The new trainer likes to do the weaves "as they are" just using a treat to weave them in and out. Lucy was pretty good at that.

When I started with Tyson, we learned the weaves with the poles spread almost on the ground and then gradually they were raised higher and higher. It took Tyson ages to do the weaves with the poles vertical. 

I think its easier to teach them with the poles vertical from the start. Anybody else have opinions on teaching the difficult things - weaves and teeter??


----------



## JE-UK (Mar 10, 2010)

Vasco likes agility so much that we are training with two different clubs. One teaches weaves with the channel method, and the other with guides. He's picking it up much faster with the guides (plastic strips to demarcate the path). Like this pic.

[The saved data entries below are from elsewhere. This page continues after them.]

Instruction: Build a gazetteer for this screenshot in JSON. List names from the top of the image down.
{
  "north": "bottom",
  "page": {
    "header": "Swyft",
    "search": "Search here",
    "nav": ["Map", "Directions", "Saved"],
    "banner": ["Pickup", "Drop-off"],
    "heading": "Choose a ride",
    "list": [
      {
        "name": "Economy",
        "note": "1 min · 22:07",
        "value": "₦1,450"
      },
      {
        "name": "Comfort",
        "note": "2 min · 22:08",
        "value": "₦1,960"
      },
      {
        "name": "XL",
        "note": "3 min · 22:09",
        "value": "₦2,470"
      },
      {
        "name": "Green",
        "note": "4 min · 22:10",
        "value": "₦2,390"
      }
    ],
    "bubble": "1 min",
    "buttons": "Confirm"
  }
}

One instructor likes to teach the seesaw first, the theory being that once the dog is comfortable with something moving under him, he'll be fine with the dog walk. Doing the dog walk first then surprising them with the seesaw can be intimidating. That made sense to me.


----------



## Purley (May 21, 2010)

That is interesting because Tyson, my shih-tzu has always absolutely loved the dog walk. We do course practice all the time and if there is a tunnel beside the dog walk and I say "tunnel" Tyson will quite often decide the dog walk is way much more fun and choose that instead. On the other hand, the teeter is not one of his favourites even still. He does it all the time but I can tell he would go back and forth on the dog walk all the time if I let him!!


----------



## debjen (Jan 4, 2010)

In the 13 years I have been doing agility and with 4 different dogs I have probably tried most of the various ways to do different obstacles..and have found that things once taboo are now common place. I personally like to teach things in parts and pieces. I have found the dog has a better understanding of things if I teach the contact performance whatever it might be and actually running the contact separately. For the teeter I teach the bang game at the end of the board first so the get use to the movement and sound of the board. 

For the weaves I've used the lure, the push and pull the channels and the weave a matics. But I am completely sold on Susan Garrett's 2 x 2 method. 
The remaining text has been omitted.